*** SUPPLIED INFORMATION Section Begins ***
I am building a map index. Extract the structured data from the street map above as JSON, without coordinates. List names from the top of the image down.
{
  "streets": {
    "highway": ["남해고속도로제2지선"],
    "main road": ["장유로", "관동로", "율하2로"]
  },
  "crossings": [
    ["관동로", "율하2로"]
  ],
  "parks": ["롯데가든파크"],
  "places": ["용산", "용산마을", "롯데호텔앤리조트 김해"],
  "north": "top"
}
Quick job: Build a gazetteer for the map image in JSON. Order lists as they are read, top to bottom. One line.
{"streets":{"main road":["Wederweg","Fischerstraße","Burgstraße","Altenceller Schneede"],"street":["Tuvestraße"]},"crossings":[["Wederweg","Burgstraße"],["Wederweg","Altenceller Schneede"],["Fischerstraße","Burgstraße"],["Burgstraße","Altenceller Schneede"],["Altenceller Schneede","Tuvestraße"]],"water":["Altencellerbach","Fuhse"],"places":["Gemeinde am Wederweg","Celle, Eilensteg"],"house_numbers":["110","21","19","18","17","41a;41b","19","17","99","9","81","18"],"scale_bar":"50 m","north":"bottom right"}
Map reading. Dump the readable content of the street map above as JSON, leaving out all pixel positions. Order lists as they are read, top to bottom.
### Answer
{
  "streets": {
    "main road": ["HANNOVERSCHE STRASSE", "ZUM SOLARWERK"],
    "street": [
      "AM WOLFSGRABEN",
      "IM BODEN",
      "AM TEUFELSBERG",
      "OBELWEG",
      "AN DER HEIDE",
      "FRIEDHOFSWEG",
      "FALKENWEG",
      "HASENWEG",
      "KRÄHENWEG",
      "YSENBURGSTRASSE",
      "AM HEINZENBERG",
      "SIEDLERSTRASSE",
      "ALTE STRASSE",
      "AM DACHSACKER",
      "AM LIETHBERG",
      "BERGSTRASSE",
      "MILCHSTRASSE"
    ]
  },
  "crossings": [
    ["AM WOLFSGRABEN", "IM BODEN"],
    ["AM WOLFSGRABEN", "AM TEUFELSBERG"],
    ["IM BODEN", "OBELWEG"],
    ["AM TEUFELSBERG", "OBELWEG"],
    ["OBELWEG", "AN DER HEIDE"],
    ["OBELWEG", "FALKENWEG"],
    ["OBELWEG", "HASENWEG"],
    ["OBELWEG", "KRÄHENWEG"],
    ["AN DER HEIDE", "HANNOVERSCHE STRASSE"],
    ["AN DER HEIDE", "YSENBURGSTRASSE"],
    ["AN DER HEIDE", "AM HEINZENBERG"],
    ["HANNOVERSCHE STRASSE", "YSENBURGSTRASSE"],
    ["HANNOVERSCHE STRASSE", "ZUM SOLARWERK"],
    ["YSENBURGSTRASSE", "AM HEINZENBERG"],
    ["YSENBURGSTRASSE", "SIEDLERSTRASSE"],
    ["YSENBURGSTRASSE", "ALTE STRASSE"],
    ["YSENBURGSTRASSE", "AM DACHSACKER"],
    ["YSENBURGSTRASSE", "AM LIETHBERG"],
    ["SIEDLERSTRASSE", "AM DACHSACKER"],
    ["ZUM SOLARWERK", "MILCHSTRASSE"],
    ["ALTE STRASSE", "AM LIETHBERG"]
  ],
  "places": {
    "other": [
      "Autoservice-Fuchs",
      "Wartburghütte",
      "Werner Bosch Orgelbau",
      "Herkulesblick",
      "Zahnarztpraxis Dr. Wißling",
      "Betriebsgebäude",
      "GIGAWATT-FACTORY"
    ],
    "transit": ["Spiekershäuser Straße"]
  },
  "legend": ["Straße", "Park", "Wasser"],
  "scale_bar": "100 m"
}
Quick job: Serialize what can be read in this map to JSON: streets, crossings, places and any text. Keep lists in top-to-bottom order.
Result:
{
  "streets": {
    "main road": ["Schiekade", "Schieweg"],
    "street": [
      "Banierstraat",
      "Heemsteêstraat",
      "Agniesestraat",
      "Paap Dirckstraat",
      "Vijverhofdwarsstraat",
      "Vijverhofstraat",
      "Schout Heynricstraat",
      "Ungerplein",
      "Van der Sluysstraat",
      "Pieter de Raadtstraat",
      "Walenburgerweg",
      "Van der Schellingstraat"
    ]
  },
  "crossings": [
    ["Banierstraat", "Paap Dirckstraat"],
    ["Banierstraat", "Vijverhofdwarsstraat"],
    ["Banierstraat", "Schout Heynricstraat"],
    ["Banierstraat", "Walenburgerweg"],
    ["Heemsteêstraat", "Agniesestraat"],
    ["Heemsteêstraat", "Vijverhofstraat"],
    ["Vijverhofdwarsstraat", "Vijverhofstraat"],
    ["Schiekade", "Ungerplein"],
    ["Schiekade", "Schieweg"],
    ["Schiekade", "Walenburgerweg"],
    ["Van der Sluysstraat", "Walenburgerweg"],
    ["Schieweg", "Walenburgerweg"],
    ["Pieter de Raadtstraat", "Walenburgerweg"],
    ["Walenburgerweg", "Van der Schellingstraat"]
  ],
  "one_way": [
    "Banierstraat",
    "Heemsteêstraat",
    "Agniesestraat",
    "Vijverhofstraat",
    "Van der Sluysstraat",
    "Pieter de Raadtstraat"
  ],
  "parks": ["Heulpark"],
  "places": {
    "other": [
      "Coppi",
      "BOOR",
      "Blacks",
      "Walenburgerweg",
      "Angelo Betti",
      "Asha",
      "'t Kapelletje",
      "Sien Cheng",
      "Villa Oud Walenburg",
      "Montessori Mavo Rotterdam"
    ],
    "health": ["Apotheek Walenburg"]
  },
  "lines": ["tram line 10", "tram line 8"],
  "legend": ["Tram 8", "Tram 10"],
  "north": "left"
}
*** SUPPLIED INFORMATION Section Ends ***
Find the word "Schieweg" in the records. Copy every line it appears in.

    "main road": ["Schiekade", "Schieweg"],
    ["Schiekade", "Schieweg"],
    ["Schieweg", "Walenburgerweg"],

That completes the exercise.